Il campo di battaglia fa sempre orrore, ma quello ucraino è davvero particolare nella sua brutalità oggi, in questo stesso momento. Una stima attendibile fissava le perdite russe (in agosto 2023) a 120mila morti e 180mila feriti mentre gli ucraini avrebbero avuto 70mila morti e 120mila feriti. Cifre presuntive ma che sono ancora più terribili se si confrontano i dati dei morti e dei feriti. Per gli americani in Iraq negli anni Duemila, fatto 100 la somma di morti e feriti, i caduti erano l’8,8%, grazie a un sistema sanitario eccellente.
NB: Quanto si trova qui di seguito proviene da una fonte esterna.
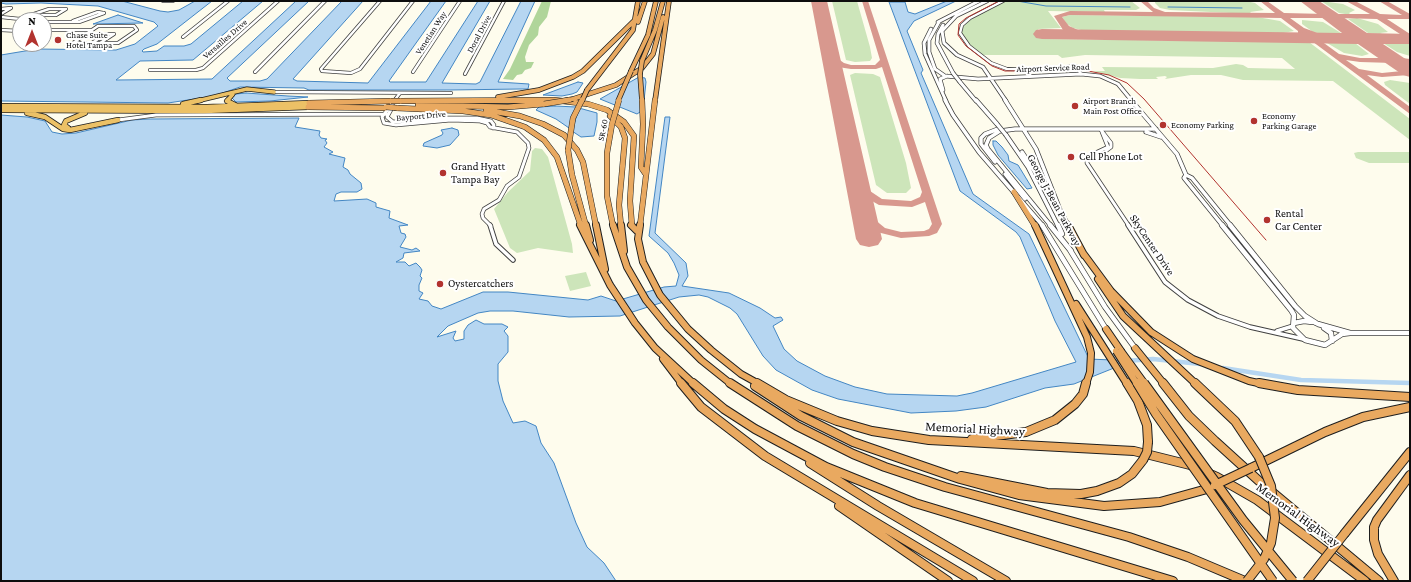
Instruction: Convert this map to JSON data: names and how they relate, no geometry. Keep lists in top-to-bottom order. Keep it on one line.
{"streets":{"highway":["SR-60","Memorial Highway"],"street":["Venetian Way","Doral Drive","Versailles Drive","Airport Service Road","Bayport Drive","George J. Bean Parkway","SkyCenter Drive"]},"crossings":[["Airport Service Road","SkyCenter Drive"]],"places":["Chase Suite Hotel Tampa","Airport Branch Main Post Office","Economy Parking Garage","Economy Parking","Cell Phone Lot","Grand Hyatt Tampa Bay","Rental Car Center","Oystercatchers"],"north":"top"}
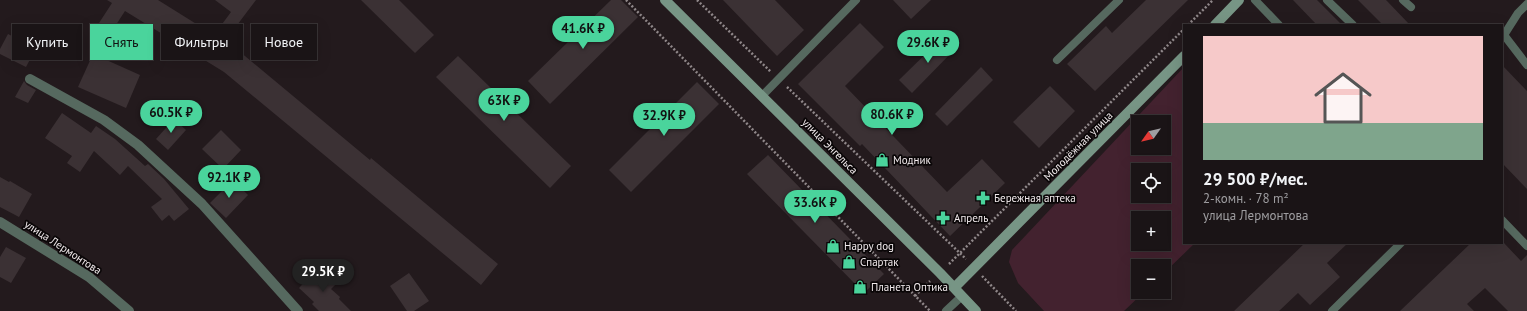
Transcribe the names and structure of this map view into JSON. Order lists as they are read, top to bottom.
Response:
{
  "streets": {
    "main road": ["улица Энгельса", "Молодёжная улица"],
    "street": ["улица Лермонтова"]
  },
  "crossings": [
    ["улица Энгельса", "Молодёжная улица"]
  ],
  "places": {
    "shop": [
      "Модник",
      "Happy dog",
      "Спартак",
      "Планета Оптика"
    ],
    "pharmacy": ["Бережная аптека", "Апрель"]
  },
  "north": "bottom left",
  "page": {
    "price": [
      "41.6K ₽",
      "29.6K ₽",
      "63K ₽",
      "60.5K ₽",
      "80.6K ₽",
      "32.9K ₽",
      "92.1K ₽",
      "33.6K ₽",
      "29.5K ₽"
    ],
    "chip": [
      "Купить",
      "Снять",
      "Фильтры",
      "Новое"
    ],
    "list": [
      {
        "name": "29 500 ₽/мес.",
        "note": "2-комн. · 78 m² · улица Лермонтова"
      }
    ],
    "map_buttons": ["+", "−"]
  }
}
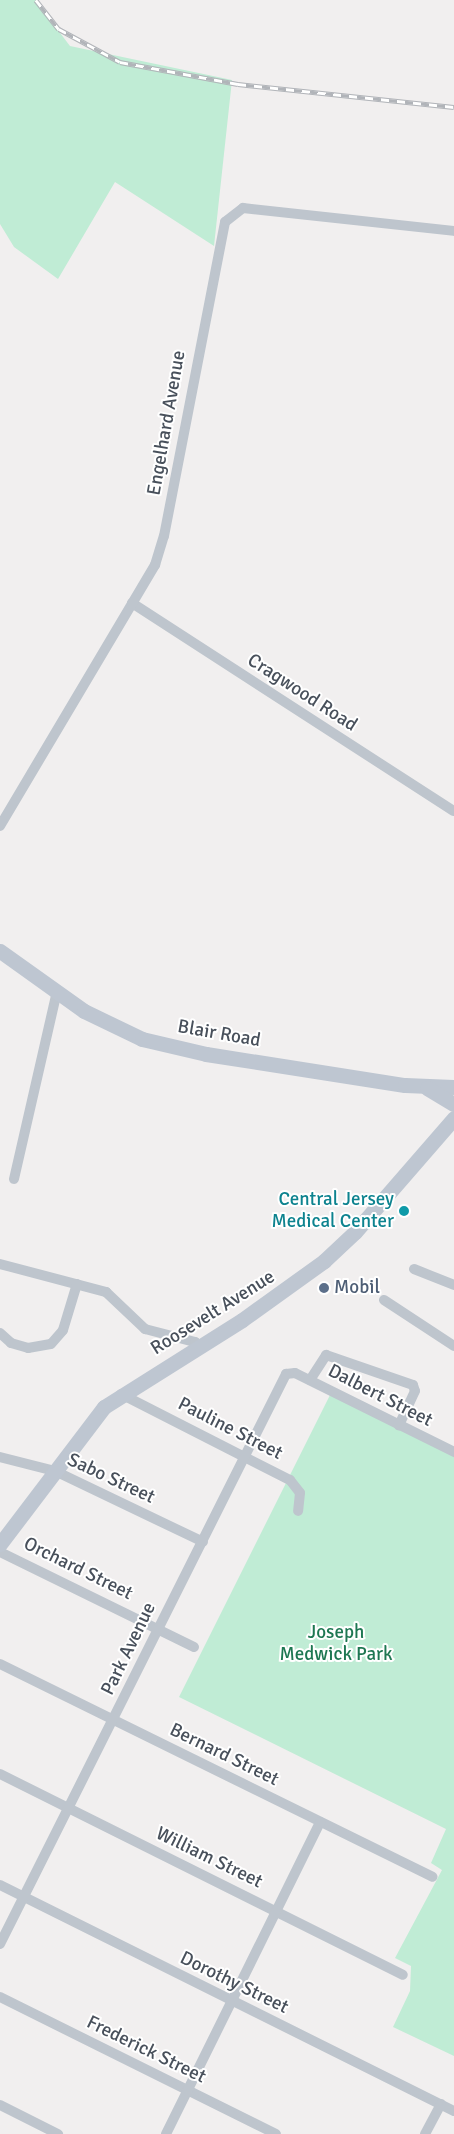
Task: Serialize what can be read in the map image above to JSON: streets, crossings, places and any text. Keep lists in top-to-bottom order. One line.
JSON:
{"streets":{"main road":["Blair Road","Roosevelt Avenue"],"street":["Engelhard Avenue","Cragwood Road","Dalbert Street","Pauline Street","Sabo Street","Orchard Street","Park Avenue","Bernard Street","William Street","Dorothy Street","Frederick Street"]},"crossings":[["Engelhard Avenue","Cragwood Road"],["Roosevelt Avenue","Pauline Street"],["Roosevelt Avenue","Sabo Street"],["Dalbert Street","Park Avenue"],["Pauline Street","Park Avenue"],["Sabo Street","Park Avenue"],["Orchard Street","Park Avenue"],["Park Avenue","Bernard Street"],["Park Avenue","William Street"],["Park Avenue","Dorothy Street"]],"parks":["Joseph Medwick Park"],"places":["Central Jersey Medical Center","Mobil"]}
Per i russi i morti sono il 40% delle perdite e per gli ucraini il 36%.

“Putin non è così pericoloso”. In un certo senso è un giudizio preparatorio per le prossime elezioni europee, dove si vedrà che cosa vuole veramente fare l’Europa. Perché il campo di battaglia della guerra d’informazione siamo noi, con le nostre idee, raffazzonate o elaborate. E allora sarà dovere civico di ciascuno informarsi, cercare fonti o siti che siano affidabili, per lo meno nei dati, anche se i giudizi possono divergere dai nostri. Avremo occasione di tornare su questo punto suggerendo siti o autori che, in questi mesi, si sono dimostrati affidabili anche con punti di vista differenti. Con una preghiera finale: che il lettore non si adagi nella favoletta della guerra “a bassa intensità”, perché nel fango e nel gelo del fronte ucraino muoiono o sono mutilati centinaia e centinaia di uomini al giorno su ambo i fronti. E il minimo rispetto che dobbiamo loro è quello della pietà, siano russi o ucraini.

Un anno fa ho ascoltato un poeta bielorusso, Dmitrij Strocev, prima arrestato poi esiliato e che diceva proprio questo: “Siamo distratti da considerazioni geopolitiche senza considerare gli aspetti umani mentre dobbiamo provare vergogna, perché la vergogna è un sentimento non politico”. E poi ancora: “la Russia sta mettendo alla prova la convinzione dell’Europa nei propri valori. Ma la mia speranza parte dall’idea della maternità di Dio. Il maschilismo della società (russa, in questo caso) è arrivato alla sua fine”.